Stopping at the line that holds "flex:none; width:28px; height:28px;", repeat the lines below exactly, starting from the very first and including that final line.

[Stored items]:
++++++++++
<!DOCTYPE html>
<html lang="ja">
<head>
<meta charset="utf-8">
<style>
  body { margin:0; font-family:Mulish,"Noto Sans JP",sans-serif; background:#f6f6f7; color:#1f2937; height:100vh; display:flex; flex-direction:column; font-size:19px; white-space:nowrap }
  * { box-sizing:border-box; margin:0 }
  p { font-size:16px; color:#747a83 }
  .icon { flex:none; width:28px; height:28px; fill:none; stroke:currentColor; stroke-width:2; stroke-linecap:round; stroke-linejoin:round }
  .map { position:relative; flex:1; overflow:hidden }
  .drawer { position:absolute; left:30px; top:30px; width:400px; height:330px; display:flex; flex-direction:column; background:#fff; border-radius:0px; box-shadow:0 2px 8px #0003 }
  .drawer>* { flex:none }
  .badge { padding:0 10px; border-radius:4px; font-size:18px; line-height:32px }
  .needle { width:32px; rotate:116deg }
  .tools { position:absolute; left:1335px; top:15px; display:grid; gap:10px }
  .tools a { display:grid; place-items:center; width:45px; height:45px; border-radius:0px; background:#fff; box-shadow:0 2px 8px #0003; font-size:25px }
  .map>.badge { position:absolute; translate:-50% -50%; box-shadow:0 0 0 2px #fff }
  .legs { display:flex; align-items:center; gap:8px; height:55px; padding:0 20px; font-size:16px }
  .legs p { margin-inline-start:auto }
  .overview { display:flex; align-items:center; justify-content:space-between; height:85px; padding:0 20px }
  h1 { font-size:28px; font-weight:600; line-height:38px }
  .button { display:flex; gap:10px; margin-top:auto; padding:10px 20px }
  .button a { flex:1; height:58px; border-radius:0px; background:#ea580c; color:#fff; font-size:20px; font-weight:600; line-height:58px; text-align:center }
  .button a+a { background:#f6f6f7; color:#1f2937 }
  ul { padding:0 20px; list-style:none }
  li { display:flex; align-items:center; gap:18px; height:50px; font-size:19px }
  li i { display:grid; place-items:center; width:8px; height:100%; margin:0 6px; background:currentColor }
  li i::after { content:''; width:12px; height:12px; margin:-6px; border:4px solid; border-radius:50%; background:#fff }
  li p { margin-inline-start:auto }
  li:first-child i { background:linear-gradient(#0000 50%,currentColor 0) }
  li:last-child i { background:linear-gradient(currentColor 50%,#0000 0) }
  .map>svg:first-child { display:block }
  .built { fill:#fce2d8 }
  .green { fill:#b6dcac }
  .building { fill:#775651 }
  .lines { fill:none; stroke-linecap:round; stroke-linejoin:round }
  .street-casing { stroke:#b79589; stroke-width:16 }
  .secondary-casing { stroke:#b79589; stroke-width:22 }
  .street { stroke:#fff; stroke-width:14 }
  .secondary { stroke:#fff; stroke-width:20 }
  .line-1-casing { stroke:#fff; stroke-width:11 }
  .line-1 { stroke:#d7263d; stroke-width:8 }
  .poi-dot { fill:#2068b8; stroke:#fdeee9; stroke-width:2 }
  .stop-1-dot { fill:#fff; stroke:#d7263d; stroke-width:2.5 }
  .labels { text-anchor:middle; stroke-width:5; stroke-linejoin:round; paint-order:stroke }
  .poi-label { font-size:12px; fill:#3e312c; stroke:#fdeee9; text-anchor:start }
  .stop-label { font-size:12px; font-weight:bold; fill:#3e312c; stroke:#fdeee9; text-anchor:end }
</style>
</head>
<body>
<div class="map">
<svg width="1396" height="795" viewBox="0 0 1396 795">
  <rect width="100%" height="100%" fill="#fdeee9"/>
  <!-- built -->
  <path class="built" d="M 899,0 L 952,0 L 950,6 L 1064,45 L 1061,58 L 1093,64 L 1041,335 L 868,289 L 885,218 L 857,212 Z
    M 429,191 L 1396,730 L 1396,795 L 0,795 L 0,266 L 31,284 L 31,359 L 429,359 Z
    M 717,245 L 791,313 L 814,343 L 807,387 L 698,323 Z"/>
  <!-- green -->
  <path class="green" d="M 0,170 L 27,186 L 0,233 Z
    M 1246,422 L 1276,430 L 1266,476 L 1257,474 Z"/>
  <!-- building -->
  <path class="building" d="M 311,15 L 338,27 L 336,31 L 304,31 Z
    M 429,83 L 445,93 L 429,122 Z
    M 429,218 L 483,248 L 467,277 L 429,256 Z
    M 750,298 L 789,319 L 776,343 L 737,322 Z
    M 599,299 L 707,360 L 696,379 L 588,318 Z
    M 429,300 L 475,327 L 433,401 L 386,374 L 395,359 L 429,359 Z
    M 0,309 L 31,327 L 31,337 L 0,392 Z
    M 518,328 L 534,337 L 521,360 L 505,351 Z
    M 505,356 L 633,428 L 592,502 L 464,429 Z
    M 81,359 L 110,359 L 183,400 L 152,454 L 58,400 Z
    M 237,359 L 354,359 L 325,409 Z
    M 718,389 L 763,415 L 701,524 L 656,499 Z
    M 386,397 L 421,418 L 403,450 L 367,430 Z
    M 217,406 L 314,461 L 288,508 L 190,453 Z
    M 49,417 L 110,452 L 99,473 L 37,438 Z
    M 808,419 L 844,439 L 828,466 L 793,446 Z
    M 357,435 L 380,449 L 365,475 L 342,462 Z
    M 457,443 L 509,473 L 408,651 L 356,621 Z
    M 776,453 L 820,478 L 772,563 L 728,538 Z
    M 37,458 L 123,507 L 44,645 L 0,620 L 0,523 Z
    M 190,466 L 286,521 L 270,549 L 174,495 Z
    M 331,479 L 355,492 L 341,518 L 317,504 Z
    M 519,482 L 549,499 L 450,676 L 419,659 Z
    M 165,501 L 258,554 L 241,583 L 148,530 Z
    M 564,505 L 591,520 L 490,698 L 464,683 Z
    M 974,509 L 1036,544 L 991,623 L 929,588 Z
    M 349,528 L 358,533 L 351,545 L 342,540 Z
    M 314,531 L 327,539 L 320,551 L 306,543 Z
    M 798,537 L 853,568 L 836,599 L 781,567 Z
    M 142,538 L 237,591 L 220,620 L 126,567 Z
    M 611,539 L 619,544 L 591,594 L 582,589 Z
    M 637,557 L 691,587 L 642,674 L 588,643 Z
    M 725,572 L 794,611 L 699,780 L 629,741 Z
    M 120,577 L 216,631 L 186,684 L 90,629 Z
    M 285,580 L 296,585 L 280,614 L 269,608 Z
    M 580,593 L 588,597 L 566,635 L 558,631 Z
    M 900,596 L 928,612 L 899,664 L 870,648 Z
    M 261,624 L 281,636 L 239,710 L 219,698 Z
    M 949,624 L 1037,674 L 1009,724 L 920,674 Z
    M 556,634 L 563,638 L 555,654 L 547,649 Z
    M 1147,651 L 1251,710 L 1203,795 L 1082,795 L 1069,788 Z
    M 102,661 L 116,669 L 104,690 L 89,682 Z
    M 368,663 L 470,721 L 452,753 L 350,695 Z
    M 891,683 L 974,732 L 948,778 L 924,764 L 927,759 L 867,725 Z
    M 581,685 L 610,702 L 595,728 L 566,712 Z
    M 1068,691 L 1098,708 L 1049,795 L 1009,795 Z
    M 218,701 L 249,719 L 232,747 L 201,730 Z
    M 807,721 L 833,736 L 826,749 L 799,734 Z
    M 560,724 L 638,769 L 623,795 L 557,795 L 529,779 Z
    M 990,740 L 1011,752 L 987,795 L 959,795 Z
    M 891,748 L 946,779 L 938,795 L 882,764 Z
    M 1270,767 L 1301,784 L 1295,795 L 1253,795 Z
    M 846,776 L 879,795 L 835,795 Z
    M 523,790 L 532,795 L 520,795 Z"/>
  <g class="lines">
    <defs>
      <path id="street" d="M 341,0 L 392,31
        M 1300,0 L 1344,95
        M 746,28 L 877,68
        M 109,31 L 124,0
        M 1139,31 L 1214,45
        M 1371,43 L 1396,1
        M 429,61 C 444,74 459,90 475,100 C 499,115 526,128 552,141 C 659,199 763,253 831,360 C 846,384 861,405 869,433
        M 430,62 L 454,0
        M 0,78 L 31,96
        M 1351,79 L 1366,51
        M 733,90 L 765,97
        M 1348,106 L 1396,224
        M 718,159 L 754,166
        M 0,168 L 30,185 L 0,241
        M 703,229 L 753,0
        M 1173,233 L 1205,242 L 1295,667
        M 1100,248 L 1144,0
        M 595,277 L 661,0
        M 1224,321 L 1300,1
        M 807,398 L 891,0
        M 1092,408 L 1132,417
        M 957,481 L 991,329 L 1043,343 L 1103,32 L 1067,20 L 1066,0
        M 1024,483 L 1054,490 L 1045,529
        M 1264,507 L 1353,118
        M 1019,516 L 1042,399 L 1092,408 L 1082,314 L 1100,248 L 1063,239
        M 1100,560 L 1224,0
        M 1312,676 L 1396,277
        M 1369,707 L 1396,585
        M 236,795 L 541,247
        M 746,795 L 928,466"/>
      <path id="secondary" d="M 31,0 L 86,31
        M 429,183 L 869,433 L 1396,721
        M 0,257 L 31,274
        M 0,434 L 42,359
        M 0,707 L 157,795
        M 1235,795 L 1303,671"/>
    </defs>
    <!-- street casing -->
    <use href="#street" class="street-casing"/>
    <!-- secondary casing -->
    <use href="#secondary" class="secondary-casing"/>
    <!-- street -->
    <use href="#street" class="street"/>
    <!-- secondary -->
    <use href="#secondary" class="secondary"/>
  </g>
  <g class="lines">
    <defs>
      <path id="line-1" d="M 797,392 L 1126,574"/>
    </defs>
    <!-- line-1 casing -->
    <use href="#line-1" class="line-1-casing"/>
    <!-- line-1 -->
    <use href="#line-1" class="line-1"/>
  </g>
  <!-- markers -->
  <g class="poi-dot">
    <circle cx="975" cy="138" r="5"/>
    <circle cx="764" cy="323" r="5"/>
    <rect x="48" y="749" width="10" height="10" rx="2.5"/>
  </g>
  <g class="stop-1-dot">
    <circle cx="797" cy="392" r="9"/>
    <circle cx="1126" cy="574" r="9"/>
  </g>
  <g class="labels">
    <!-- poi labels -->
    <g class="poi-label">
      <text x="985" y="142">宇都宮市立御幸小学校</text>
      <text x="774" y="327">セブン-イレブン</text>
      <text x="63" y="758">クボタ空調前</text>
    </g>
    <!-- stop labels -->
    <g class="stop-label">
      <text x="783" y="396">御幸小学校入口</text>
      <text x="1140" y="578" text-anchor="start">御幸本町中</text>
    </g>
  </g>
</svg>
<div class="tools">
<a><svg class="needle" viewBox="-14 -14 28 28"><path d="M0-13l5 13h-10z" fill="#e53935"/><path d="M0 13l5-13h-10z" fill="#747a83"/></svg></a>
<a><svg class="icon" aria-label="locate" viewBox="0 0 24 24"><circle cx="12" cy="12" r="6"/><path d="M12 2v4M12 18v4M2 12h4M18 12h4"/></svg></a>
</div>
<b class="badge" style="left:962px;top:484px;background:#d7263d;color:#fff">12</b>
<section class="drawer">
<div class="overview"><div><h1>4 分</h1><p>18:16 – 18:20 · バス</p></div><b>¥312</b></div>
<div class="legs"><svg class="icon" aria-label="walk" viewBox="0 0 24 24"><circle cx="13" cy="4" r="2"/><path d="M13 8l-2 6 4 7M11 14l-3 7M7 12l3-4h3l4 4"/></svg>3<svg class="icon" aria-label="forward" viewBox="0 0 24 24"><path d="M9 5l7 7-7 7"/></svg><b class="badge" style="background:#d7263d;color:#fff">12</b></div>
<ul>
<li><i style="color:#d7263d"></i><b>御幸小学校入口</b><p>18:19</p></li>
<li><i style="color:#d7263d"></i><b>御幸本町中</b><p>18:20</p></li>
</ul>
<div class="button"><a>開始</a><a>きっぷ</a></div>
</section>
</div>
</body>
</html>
++++++++++
[Expected answer]:
<!DOCTYPE html>
<html lang="ja">
<head>
<meta charset="utf-8">
<style>
  body { margin:0; font-family:Mulish,"Noto Sans JP",sans-serif; background:#f6f6f7; color:#1f2937; height:100vh; display:flex; flex-direction:column; font-size:19px; white-space:nowrap }
  * { box-sizing:border-box; margin:0 }
  p { font-size:16px; color:#747a83 }
  .icon { flex:none; width:28px; height:28px; fill:none; stroke:currentColor; stroke-width:2; stroke-linecap:round; stroke-linejoin:round }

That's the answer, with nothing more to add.